Jetzt tut mir die Hüfte weh, denn unter mir ist bis auf die dünne Lage Stroh nur der nackte Erdboden. Ich nehme meine Handtasche, schiebe sie unter mich und lege mich vorsichtig darauf.
Etwas darin ist ungemütlich hart, aber Sekunden später hat sich dieses Problem von selbst gelöst: Meine Sonnenbrille, die ich anscheinend nicht in ihr Etui zurückgelegt habe, zerbricht in ich weiß nicht wie viele Teile. Ich könnte auf der Stelle losheulen, meine schöne geliebte Designerbrille, passend zum cremefarbenen Röckchen!

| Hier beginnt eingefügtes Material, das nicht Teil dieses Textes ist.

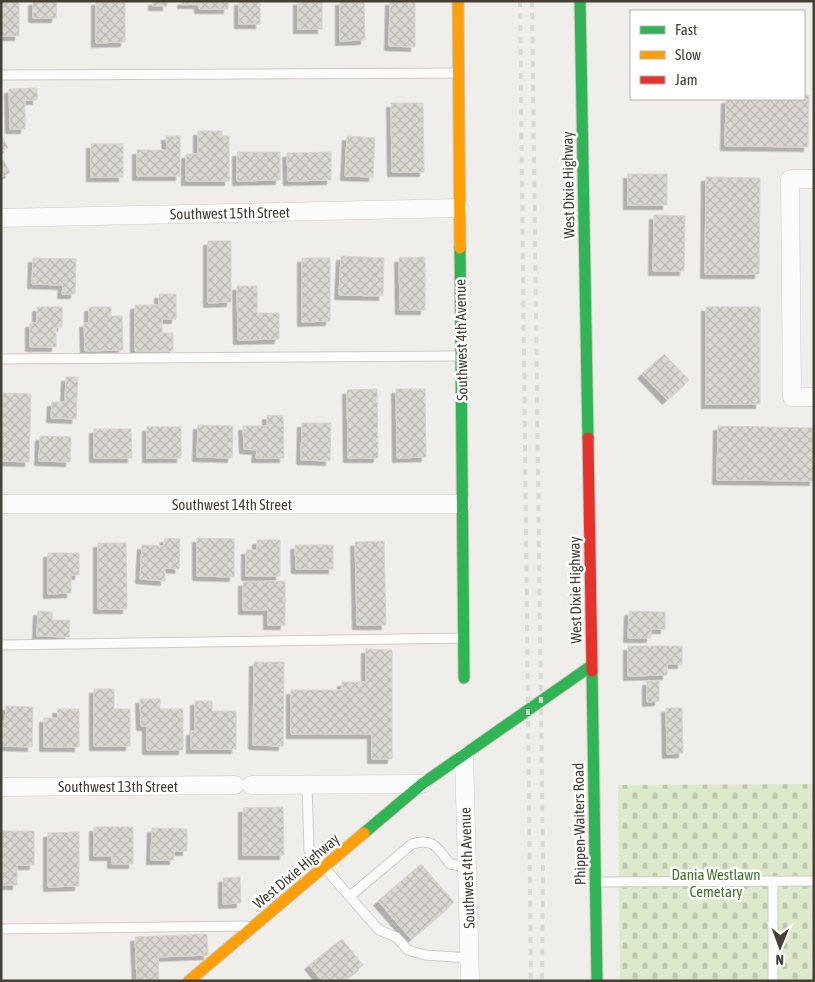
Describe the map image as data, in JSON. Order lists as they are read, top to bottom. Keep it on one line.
{"streets":{"main road":["West Dixie Highway","Southwest 4th Avenue","Phippen-Waiters Road"],"street":["Southwest 15th Street","Southwest 14th Street","Southwest 13th Street"]},"crossings":[["West Dixie Highway","Southwest 4th Avenue"],["West Dixie Highway","Southwest 13th Street"],["West Dixie Highway","Phippen-Waiters Road"],["Southwest 15th Street","Southwest 4th Avenue"],["Southwest 4th Avenue","Southwest 14th Street"]],"parks":["Dania Westlawn Cemetary"],"legend":["Fast","Slow","Jam"],"north":"bottom"}
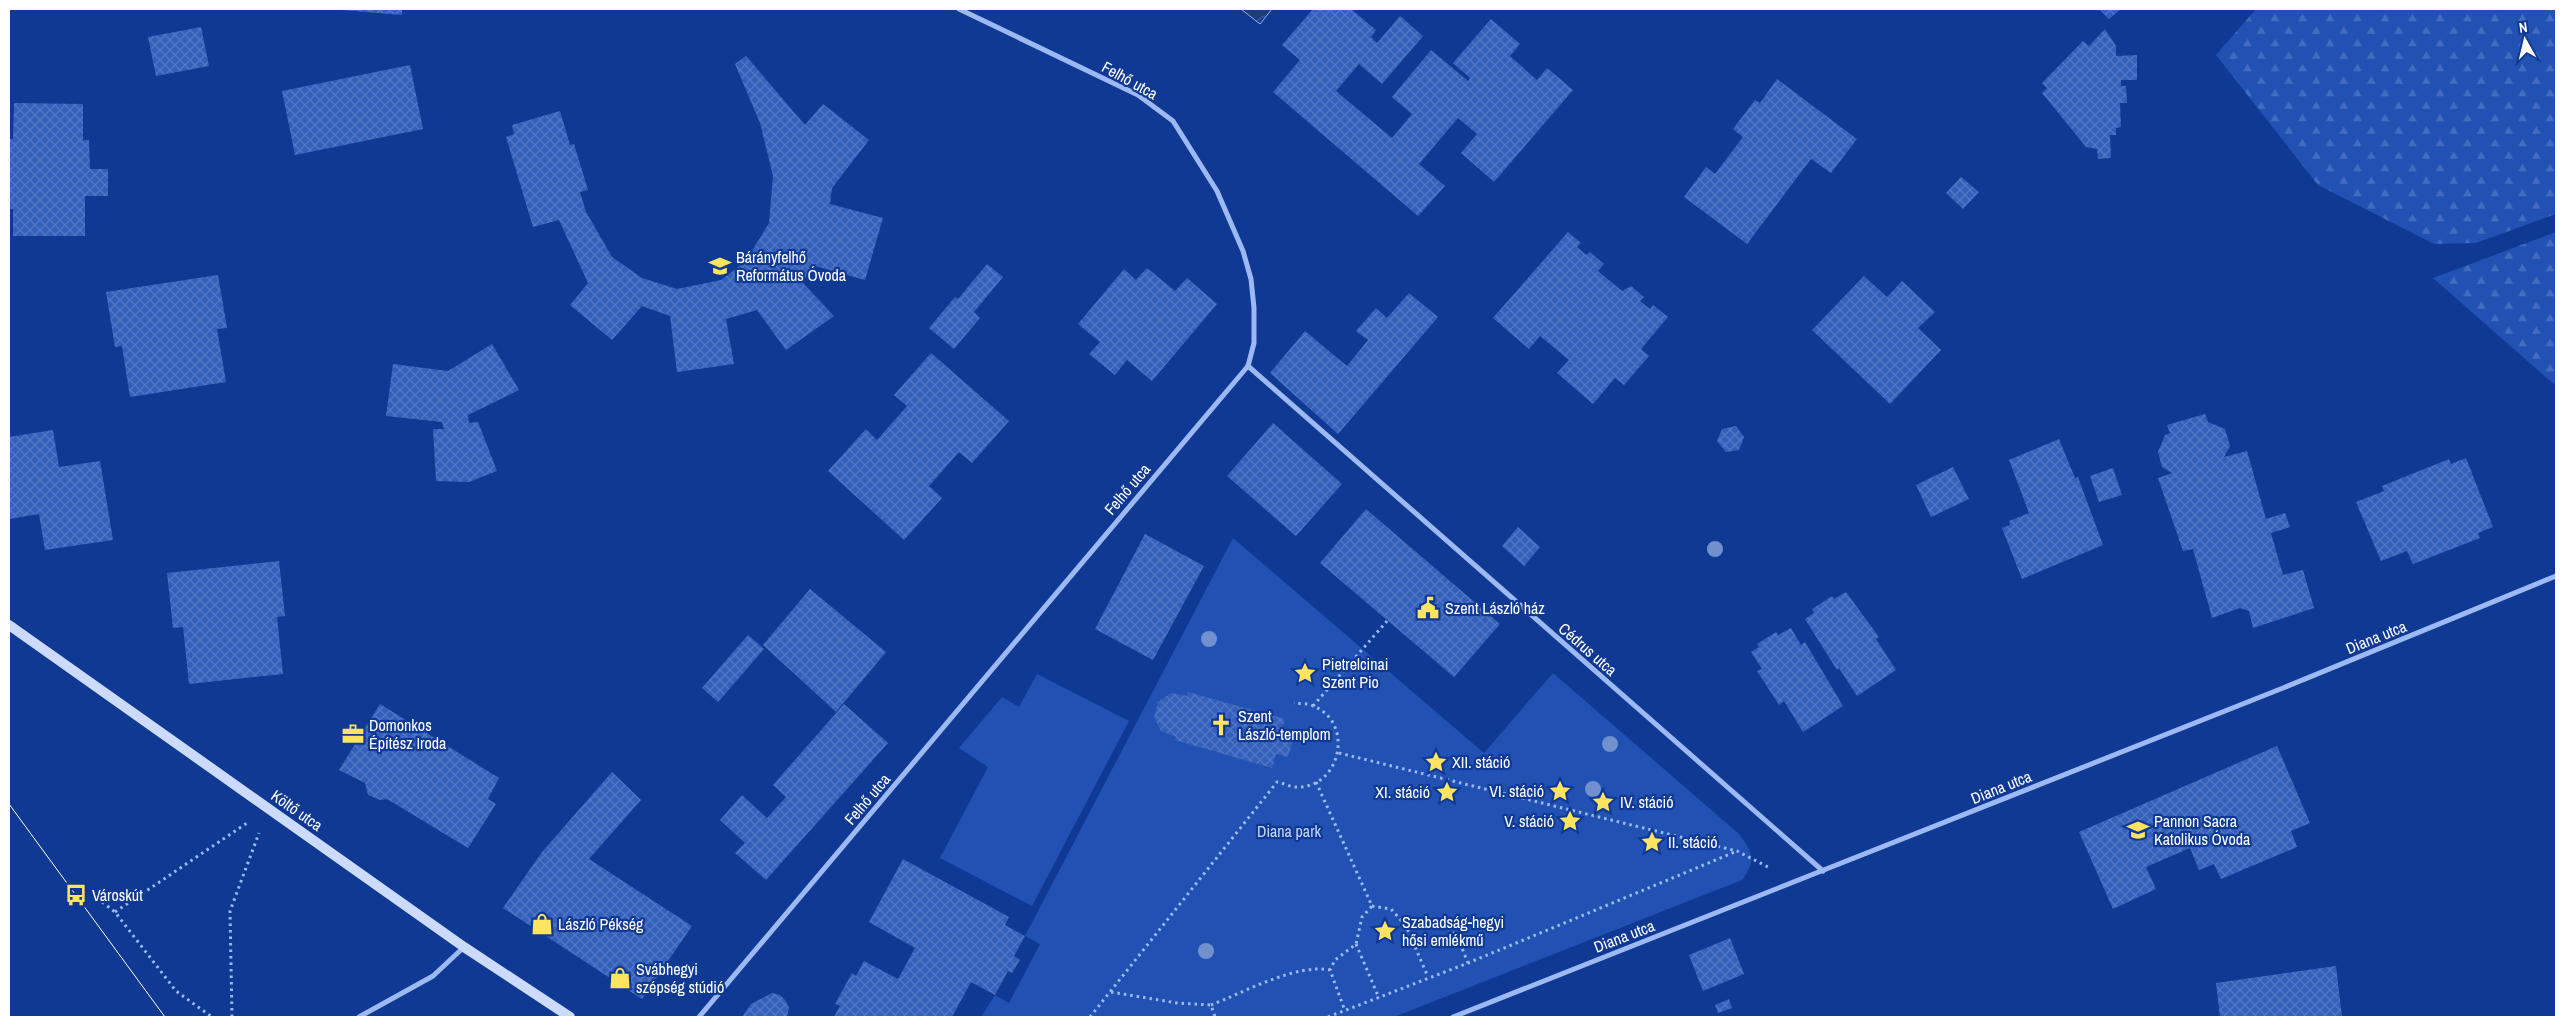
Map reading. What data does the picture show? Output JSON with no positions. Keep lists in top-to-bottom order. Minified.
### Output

Da ich sowieso nicht schlafen kann, überlege ich, was sonst noch alles in der Tasche ist. Mein Portemonnaie, das Flugticket, mein Hausschlüssel, ja, der ist auch unangenehm zu spüren, ein paar Lippenstifte. Man weiß ja nie, welche Farbe man gerade braucht. Ein Päckchen Papiertaschentücher, die sind weich, gottlob, meine drei Glückssteine, ohne die ich nie verreise, mein funktionsuntüchtiges Handy, Zahnseide! Augenblicklich bin ich hellwach. Wenn ich jetzt die Zahnseide finde, kann ich mir fast die Zähne damit putzen. Zumindest das Gröbste und Ekligste könnte ich aus meinem Mund entfernen und hätte sicher danach einen besseren Geschmack im Mund, weil sie gewachst und mit Menthol ist. Vielleicht hängt ja zwischen meinen Zähnen noch so ein Fischei, ganz zu schweigen von einem der toten Würmer, der sich an mein Zahnfleisch geklammert haben könnte. Nächtliche Geräusche sind furchteinflößend, und in diesem Moment bin ich dankbar, dass Bruno, obwohl nicht einsatzfähig, so doch neben mir liegt.
Bei Tagesanbruch werde ich ihn unsanft wecken und einen gebührenden Zirkus machen, nehme ich mir vor. Er wird Claudio veranlassen, uns zu seinem Bruder oder sonst wohin zu bringen. Ich will hier weder frühstücken noch länger Annas und Claudios Gastfreundschaft genießen. Davon habe ich genug.
Die Wärme und der Herzschlag eines Menschen, der einem nahe ist, können unendlich wohltun, und so einsam ich mich auch in dieser Situation fühle, lullt mich das rhythmische Tumtum, Tumtum unter seiner Brust ein. Ich lege meine Hand darauf und stelle mir vor, dieses kleine Herz mit meinen Fingern zu umfassen. Ich halte es umschlossen, so ist es sicher, muss sich nie mehr fürchten oder aufgeregt sein. Ich brauche dieses Lebenszeichen wie ein neugeborenes Tier die Mutterwärme. So schlafe ich endlich ein.